Ici, le loup ce n’est pas un problème mais une solution ! Dans la région de Chiba, à l’est de Tokyo, les agriculteurs sont confrontés à une recrudescence de cerfs, chevreuils et sangliers qui détruisent une grande partie de leur récolte. Cette invasion est une conséquence de la catastrophe de Fukushima, qui rend ce gibier impropre à la consommation et donc interdit à la chasse.

La coopérative agricole de Kisarazu, qui regroupe les plus grandes surfaces cultivables de la préfecture de Chiba, a décidé de s’attaquer au problème en faisant fuir les nuisibles avec un de leur prédateur naturel : le loup. Mais attention, pas question de remplacer un problème par un autre en réintroduisant une vraie meute. Les loups de Kisarazu sont des robots qui peuvent être remisés une fois la récolte terminée.

Un robot « terrifiant »

Le premier prototype, appelé Super Monster Wolf (loup supermonstre), mesure 65 centimètres de longueur pour 50 centimètres de hauteur, ce qui correspond quasi à la taille d’un loup adulte. Il est recouvert de fourrure et équipé d’un masque qui laisse apparaître des crocs acérés.
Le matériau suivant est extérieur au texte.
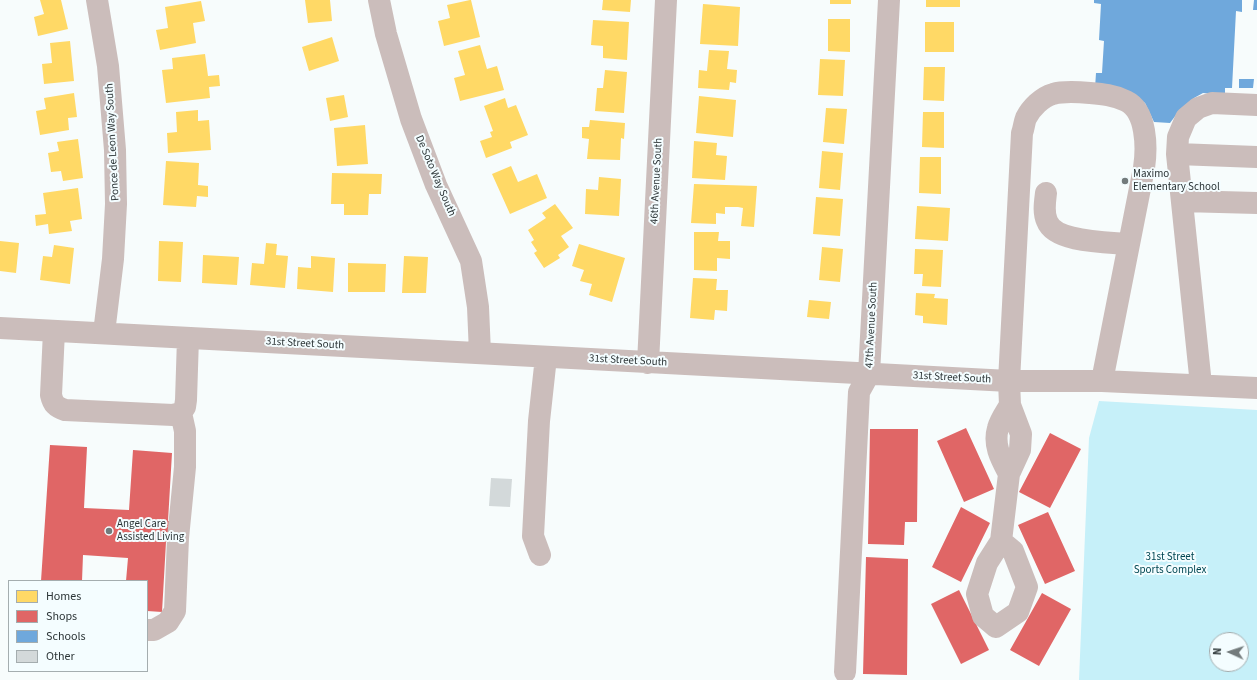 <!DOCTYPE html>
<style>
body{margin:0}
#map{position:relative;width:1257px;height:680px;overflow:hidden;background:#f7fcfc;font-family:"Source Sans 3",sans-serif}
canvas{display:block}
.legend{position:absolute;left:8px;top:580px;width:140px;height:92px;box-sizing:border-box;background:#f4fdff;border:1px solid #a4adaf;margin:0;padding:5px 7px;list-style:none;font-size:12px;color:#2c3537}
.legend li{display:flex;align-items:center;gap:8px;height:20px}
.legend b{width:20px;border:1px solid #a4adaf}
.north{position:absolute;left:1209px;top:632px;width:40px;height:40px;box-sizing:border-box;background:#f4fdff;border:1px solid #a4adaf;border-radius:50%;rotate:273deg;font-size:11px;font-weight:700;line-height:16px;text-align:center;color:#2c3537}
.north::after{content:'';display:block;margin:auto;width:14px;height:18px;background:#737b7c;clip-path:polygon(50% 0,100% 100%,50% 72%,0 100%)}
</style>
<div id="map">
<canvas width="1257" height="680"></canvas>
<ul class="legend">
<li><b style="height:11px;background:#ffd966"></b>Homes</li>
<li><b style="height:11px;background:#e06666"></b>Shops</li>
<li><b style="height:11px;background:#6fa8dc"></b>Schools</li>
<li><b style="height:11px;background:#d3d9da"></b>Other</li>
</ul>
<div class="north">N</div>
</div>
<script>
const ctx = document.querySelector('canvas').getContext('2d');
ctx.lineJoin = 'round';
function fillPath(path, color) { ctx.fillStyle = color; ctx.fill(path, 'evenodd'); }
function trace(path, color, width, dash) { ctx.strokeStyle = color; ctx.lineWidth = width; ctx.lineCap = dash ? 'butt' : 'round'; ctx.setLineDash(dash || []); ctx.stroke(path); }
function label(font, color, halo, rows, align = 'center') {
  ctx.font = font + ' "Source Sans 3",sans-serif'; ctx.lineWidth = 4; ctx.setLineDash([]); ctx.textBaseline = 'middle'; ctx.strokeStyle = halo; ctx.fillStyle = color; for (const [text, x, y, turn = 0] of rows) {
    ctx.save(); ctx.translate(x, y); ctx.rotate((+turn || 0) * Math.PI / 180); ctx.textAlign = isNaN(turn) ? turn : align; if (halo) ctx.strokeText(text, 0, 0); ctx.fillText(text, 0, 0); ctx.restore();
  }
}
fillPath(new Path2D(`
 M 1099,401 L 1257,410 L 1257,680 L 1079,680 L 1089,438 ZM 1217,640 L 1241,640 L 1241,664 L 1217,664 Z`), '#c6f0f9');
fillPath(new Path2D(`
 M 40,0 L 61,0 L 68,29 L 38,36 L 34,17 L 44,14 Z
 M 305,0 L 330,0 L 332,21 L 308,23 Z
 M 470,0 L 471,0 L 480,37 L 444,46 L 438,21 L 450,18 L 447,5 Z
 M 603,0 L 631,0 L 630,12 L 602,10 Z
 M 830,0 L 851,0 L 851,4 L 830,4 Z
 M 926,0 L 960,0 L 960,7 L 926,7 Z
 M 201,1 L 205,21 L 193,23 L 196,43 L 160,50 L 156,30 L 168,28 L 165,7 Z
 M 703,4 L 740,7 L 738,46 L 700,44 Z
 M 828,19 L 850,19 L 850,52 L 828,51 Z
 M 593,20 L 629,22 L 627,60 L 603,58 L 603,46 L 591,45 Z
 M 925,22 L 954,22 L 954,52 L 925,52 Z
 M 332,37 L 339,61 L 309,71 L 302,47 Z
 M 70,41 L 74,81 L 44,84 L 42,64 L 52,63 L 50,43 Z
 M 480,45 L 487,69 L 497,66 L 504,90 L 460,101 L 454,78 L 465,75 L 458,51 Z
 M 709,50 L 729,51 L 727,69 L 737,70 L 736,83 L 730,82 L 729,90 L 698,88 L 699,70 L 707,71 Z
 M 205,54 L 208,76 L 219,75 L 220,86 L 209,87 L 210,98 L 166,103 L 162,70 L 173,69 L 172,58 Z
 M 820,59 L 845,60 L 843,96 L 818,95 Z
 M 924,67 L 945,67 L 944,101 L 923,100 Z
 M 605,70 L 627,72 L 624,113 L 595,111 L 597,88 L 603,88 Z
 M 74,93 L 77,117 L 68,118 L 69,130 L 40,135 L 36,111 L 46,109 L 44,98 Z
 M 344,95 L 348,117 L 330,121 L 326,98 Z
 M 699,96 L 736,100 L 733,137 L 696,133 Z
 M 505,98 L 508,108 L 516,105 L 528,135 L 510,142 L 512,148 L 486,158 L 480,141 L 492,137 L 490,132 L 493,131 L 484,106 Z
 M 826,108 L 847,109 L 844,144 L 823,142 Z
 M 198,110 L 198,121 L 209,120 L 211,150 L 168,153 L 167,133 L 177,132 L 176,112 Z
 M 923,112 L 944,112 L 944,148 L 922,147 Z
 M 590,120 L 625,123 L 624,139 L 621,138 L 620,160 L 587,159 L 589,139 L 582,138 L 582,127 L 589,127 Z
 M 365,125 L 368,164 L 337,166 L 334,128 Z
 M 78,139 L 83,178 L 63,181 L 61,171 L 51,172 L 48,153 L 59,151 L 57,142 Z
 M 694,141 L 717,143 L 716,155 L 727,156 L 725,180 L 692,178 Z
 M 822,151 L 843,153 L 840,190 L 819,188 Z
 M 920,157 L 941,157 L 941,194 L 919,193 Z
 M 166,161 L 199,163 L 198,185 L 208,186 L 208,197 L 197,196 L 196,207 L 163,205 Z
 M 511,166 L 518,182 L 537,174 L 547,198 L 510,214 L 492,174 Z
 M 332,173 L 382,174 L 381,194 L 369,194 L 368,215 L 344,215 L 344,204 L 331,204 Z
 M 599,177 L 621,179 L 619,216 L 585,214 L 586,189 L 598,190 Z
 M 694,184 L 757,186 L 754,227 L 741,226 L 743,208 L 738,207 L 725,207 L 725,214 L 716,213 L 716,224 L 691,223 Z
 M 78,188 L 82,219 L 70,221 L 72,231 L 49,234 L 48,224 L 36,226 L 35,215 L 46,214 L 43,193 Z
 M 816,197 L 843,199 L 840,236 L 813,234 Z
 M 555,204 L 573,228 L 561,236 L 569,247 L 558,255 L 560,258 L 544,268 L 534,253 L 537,251 L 531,242 L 534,240 L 528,230 L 546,218 L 542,213 Z
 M 917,206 L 950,208 L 948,241 L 915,239 Z
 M 694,232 L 719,232 L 718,241 L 730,241 L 730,259 L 717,258 L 717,271 L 694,270 Z
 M 0,241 L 19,243 L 16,273 L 0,271 Z
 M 159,241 L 183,242 L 181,282 L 158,281 Z
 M 266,243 L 277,244 L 276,255 L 288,256 L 285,288 L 250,285 L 252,263 L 264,264 Z
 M 579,244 L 625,258 L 612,302 L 589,295 L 592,284 L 580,281 L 584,270 L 572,266 Z
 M 54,245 L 74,248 L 70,284 L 40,280 L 43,256 L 52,257 Z
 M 822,247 L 843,249 L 840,282 L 819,280 Z
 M 915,249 L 943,250 L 941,287 L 922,286 L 923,274 L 914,274 Z
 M 203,255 L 239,257 L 237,285 L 202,283 Z
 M 311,256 L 335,258 L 333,292 L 297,289 L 298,267 L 311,268 Z
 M 404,256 L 428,257 L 426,293 L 402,293 Z
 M 348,263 L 386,264 L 385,292 L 348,292 Z
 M 693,278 L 717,279 L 716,290 L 728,290 L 727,311 L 715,310 L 714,320 L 690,318 Z
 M 916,293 L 935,294 L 934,298 L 948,299 L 947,325 L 923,323 L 923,316 L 915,315 Z
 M 809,300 L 831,302 L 829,319 L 807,317 Z`), '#ffd966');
fillPath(new Path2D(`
 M 966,428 L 994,489 L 964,502 L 937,441 Z
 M 870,429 L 918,429 L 917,522 L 905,522 L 904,545 L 868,544 Z
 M 1050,433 L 1081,449 L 1050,508 L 1019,492 Z
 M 50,445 L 87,447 L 84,508 L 129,510 L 133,450 L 172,453 L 168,521 L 175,521 L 174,542 L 166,542 L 162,612 L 147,611 L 147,581 L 126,581 L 128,558 L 83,555 L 82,581 L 41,581 Z
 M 961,507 L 990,523 L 961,582 L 932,567 Z
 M 1048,512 L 1075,571 L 1045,584 L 1018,525 Z
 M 866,557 L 908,559 L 907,675 L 863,674 Z
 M 959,590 L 989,650 L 961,664 L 931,604 Z
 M 1042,593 L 1071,609 L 1039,666 L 1010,650 Z`), '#e06666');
fillPath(new Path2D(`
 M 1094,0 L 1242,0 L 1242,12 L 1236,11 L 1232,88 L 1225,88 L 1225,95 L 1203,93 L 1194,98 L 1176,115 L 1170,123 L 1154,122 L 1145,103 L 1132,94 L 1095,88 L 1096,73 L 1102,73 L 1104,41 L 1099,40 L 1101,4 L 1094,3 Z
 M 1254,0 L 1257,0 L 1257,10 L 1253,10 Z
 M 1239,79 L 1254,79 L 1253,88 L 1239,88 Z`), '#6fa8dc');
fillPath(new Path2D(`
 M 491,478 L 512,479 L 510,507 L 489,506 Z`), '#d3d9da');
trace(new Path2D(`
 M 97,0 L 108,66 L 115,150 L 116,204 L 113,259 L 104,333
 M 379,0 L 386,34 L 411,119 L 436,185 L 471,261 L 478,307 L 480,353
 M 1177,154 L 1257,157
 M 1046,193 C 1045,202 1043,212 1047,221 C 1055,243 1108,242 1129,244
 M 1182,201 L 1257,203
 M 0,328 L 1009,381 L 1102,381 L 1257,388
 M 54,331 L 51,395 C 53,404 56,407 65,410 L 173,415 L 181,413 L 185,407 L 186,400 L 188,338
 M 648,363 L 666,0
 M 1201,385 L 1177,154 L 1178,137 L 1186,118 L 1198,108 L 1212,103 L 1257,105
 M 1009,474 C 1001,459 993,445 998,428 C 1000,420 1006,412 1010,405
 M 1001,541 L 1013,551 L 1027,587 L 1018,612 L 996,627 L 983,616 L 977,594 L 987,563 L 1001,541 L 1009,474 L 1020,450 L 1021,434 L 1010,405 L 1009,381 L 1022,133 C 1024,128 1024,123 1026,118 C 1031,108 1042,97 1053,94 C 1063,91 1079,92 1090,93 C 1102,94 1114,95 1126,101 C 1147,111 1147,148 1144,168 L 1102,381
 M 540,555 L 533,536 L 539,421 L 546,357
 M 147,630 L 154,630 L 168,622 L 175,611 L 178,538 L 185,467 L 185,431 L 181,413
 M 845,672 L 859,392 L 869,374 L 889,0`), '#cbbdbb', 22);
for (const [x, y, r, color] of [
 [1125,181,4,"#737b7c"],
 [109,531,4,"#737b7c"]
]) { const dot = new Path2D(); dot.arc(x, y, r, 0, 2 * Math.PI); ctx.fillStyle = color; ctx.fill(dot); trace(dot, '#f4fdff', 1.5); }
label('11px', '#2c3537', '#f4fdff', [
 ["Ponce de Leon Way South",113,142,-93],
 ["De Soto Way South",435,176,67],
 ["46th Avenue South",657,181,-87],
 ["47th Avenue South",872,325,-87],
 ["31st Street South",305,344,3],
 ["31st Street South",628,361,3],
 ["31st Street South",952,378,3]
]);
label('11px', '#2c3537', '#f4fdff', [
 ["Maximo",1133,175],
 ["Elementary School",1133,188],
 ["Angel Care",117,525],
 ["Assisted Living",117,538]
], 'left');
label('11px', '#024753', '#f4fdff', [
 ["31st Street",1170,558],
 ["Sports Complex",1170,571]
]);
</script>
Le robot-loup détecte la présence d’animaux sauvages grâce à des capteurs infrarouges. Dès que l’animal s’approche, le robot se charge de l’intimider en émettant des flashs avec les leds rouges placées dans ses yeux et des sons dissuasifs.

Afin d’éviter l’accoutumance, le robot est capable de générer 18 sons différents dont le grognement d’un loup, la voix humaine et un tir de fusil. Ce type de robot est déjà utilisé dans l’île d’Hokkaïdo, au nord du Japon, pour éloigner les ours des habitations.

Des résultats probants

Selon la coopérative de Kisarazu, la mise en place du robot-loup est un succès et les agriculteurs n’ont déploré aucun dégât dans les cultures protégées par le prototype. Ils ont également constaté que le « Super Monster Wolf » avait aussi un effet d’intimidation sur les oiseaux. Ce loup sera commercialisé à partir de septembre 2017 pour un prix de 1 500 €.